In 1967, George Romero wrote and directed the original fright "Night" in a Pittsburgh suburb. He had a tiny budget ($100,000), a cast of unknowns (most of them deservedly so) and grainy black-and-white film stock. Scary as Hell itself, "Night of the Living Dead" achieved deserved cult status and kicked off a flood of "Dead Shall Walk the Earth" films, many of which can be found on the horror shelf at your neighborhood video store (including Romero's own sequels, "Dawn of ..." and "Day of ...").

Like the film itself, Romero is back -- as writer and co-producer of a $4.2 million remake, in color, of course. Romero and his original partners apparently made no money from the original, and Romero admitted to the Wall Street Journal that the reasons for remaking the film were "purely financial." It shows. In the director's chair for the first time: Tom Savini, the king of splatter whose gory, deathlike special effects redefined celluloid horror in the '70s and '80s.

The plot is essentially the same, with a few twists and stomach-turns (the least clever of which is the ending, which is still unhappy, but bumbled). For some reason, the recently dead start coming back to life and stalking the soon-to-be-dead, a most disturbing development for the seven people who find themselves stranded at an isolated farmhouse. The three live crew who dominate the defensive team are Ben (Tony Todd), Barbara (Patricia Tallman) and Harry (Tom Towles).

One of the striking things about the original was Romero's use of a black actor (the late Duane Jones) in the hero's role, more specifically his use of a black actor without any reference to color. Ben, then and now, is simply smart, resourceful and confident, a leader who manages to stay cool even when those around him are falling apart. This time around, the role of Barbara is slightly upgraded (as is her armament, perhaps a reflection of the feminist revolution between films). The trouble with Harry remains the same: He's a pompous jerk whose survival instinct overrides any sense of community. What little depth the film has revolves around the relationship among these three, but much of the action involves all of the living screaming at and fighting with each other while the hungry dead silently stumble toward dinner.

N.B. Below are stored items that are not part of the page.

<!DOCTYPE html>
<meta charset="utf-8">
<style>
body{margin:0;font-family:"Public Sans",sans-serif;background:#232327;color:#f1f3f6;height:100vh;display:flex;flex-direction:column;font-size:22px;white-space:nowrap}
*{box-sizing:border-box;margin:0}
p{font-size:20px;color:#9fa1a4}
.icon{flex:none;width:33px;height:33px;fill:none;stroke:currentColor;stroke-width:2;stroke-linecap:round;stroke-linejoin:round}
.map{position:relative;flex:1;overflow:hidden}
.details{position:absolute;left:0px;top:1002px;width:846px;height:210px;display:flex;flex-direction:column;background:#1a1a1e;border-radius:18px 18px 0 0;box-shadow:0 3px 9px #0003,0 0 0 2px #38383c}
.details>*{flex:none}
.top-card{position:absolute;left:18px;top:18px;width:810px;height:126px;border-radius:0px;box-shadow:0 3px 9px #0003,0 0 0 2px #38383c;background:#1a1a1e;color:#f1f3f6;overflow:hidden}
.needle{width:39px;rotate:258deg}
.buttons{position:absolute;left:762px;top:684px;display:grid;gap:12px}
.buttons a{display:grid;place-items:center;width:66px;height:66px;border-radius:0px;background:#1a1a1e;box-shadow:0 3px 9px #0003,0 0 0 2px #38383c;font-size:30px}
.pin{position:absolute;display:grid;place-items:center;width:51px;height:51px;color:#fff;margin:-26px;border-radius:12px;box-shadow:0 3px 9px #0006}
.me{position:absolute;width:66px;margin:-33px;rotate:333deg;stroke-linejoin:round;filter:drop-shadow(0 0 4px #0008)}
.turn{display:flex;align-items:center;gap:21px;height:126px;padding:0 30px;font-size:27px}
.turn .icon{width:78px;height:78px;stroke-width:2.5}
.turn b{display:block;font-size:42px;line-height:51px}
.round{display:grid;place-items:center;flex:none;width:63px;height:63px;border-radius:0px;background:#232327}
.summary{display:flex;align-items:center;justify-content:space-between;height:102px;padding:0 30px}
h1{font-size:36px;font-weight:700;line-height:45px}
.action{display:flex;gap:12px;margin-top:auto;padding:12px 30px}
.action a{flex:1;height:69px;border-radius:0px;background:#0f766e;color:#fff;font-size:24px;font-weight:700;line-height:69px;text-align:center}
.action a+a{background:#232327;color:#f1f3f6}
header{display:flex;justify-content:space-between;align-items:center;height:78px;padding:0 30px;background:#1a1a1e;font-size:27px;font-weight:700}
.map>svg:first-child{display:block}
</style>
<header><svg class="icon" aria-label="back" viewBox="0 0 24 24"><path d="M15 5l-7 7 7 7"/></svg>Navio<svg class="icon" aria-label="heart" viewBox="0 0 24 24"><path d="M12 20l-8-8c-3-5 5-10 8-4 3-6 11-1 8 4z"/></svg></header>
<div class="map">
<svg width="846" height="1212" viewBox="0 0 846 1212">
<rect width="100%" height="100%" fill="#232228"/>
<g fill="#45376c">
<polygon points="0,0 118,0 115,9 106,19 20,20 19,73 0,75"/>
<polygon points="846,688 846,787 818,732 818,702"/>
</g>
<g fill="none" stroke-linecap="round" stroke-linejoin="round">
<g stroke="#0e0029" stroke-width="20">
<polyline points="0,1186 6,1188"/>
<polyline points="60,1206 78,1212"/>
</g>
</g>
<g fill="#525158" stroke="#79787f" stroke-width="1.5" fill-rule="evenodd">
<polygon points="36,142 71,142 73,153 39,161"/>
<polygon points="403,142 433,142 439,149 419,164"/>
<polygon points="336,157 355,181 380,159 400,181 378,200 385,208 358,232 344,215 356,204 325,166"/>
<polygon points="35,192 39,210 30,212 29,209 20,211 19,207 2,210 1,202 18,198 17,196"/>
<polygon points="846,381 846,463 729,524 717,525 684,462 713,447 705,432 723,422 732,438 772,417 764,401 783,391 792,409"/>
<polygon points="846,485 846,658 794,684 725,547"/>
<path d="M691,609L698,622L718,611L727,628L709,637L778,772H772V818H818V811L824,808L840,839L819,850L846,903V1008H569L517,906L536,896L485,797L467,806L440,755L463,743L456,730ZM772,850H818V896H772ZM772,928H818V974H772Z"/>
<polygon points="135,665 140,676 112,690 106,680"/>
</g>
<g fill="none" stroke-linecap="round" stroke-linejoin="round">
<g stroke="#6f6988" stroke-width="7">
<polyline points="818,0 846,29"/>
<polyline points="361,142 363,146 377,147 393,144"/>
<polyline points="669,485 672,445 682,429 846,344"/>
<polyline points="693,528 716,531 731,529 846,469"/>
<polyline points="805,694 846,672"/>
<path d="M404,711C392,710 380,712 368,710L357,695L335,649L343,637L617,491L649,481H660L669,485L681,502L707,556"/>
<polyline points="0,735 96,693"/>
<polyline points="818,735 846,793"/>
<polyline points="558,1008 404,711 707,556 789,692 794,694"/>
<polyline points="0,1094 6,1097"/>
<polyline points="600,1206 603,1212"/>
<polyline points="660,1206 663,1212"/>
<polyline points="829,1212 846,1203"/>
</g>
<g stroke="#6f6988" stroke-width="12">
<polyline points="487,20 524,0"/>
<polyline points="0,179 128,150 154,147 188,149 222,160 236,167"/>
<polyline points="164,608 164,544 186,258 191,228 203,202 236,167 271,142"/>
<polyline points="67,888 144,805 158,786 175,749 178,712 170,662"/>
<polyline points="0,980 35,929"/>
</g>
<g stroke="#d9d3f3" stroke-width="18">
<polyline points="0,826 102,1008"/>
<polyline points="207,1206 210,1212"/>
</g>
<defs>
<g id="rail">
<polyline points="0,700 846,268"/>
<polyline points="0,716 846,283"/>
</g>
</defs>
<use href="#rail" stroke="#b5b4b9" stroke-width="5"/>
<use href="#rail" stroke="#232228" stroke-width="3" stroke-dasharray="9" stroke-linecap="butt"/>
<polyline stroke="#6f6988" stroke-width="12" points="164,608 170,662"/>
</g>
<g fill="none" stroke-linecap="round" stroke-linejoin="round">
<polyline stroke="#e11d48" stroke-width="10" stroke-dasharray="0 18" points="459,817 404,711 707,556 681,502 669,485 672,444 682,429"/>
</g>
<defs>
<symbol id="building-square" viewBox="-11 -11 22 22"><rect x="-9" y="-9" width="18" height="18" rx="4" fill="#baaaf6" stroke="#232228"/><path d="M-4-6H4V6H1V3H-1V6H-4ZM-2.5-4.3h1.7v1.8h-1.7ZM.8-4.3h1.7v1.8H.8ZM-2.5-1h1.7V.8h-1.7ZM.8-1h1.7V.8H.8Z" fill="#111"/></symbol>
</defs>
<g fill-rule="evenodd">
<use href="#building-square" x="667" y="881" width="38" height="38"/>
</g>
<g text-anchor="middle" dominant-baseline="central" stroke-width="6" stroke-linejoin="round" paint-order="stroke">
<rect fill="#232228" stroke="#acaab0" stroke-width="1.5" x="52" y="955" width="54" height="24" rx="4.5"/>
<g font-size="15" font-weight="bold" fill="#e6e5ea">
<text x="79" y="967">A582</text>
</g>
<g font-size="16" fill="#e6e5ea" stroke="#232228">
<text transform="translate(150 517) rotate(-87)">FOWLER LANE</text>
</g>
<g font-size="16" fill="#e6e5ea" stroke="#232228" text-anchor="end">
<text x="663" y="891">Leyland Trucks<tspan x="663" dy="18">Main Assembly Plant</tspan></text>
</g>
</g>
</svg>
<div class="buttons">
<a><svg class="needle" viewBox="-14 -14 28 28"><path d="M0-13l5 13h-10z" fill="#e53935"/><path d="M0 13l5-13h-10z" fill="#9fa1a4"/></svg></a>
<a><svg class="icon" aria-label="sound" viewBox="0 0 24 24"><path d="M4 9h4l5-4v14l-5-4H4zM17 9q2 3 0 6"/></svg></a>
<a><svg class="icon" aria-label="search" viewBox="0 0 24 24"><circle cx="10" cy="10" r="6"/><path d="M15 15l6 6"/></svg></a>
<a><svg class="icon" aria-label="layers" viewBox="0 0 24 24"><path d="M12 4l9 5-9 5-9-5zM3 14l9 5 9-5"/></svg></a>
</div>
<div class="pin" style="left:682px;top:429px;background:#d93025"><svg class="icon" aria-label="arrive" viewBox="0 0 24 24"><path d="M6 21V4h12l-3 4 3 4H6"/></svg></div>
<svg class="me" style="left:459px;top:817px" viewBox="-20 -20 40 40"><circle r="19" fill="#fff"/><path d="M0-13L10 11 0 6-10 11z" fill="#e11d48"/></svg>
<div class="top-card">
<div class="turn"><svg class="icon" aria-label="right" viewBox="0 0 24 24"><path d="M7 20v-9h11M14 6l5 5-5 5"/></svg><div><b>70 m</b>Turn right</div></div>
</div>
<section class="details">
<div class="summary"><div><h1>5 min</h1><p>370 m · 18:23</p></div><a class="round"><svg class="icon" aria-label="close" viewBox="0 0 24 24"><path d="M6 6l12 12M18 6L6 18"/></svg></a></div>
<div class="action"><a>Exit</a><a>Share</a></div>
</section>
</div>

The dead are as slow, stupid, weak and clumsy as ever, though quite intent on getting into that old farmhouse: They have all the worst qualities of unwanted relatives and traveling salesmen. Of course, home is where the heart is, not to mention livers, kidneys and intestines. Somehow, though, they are less unnerving in dead color than they were in black-and-white. Savini and his effects men have opted for a previously lived-in look that's only a bit more scary than the dance troupe in Michael Jackson's "Thriller," and in 23 years every possible zombie cliche has apparently been explored. Even the famous cannibal scene is more shocking in the original film, which had a look halfway between documentary and hallucination.

This "Night of the Living Dead" is resurrected, but it's never brought to life.

Night of the Living Dead, at area theaters, is rated R and contains profanity and scenes of graphic violence.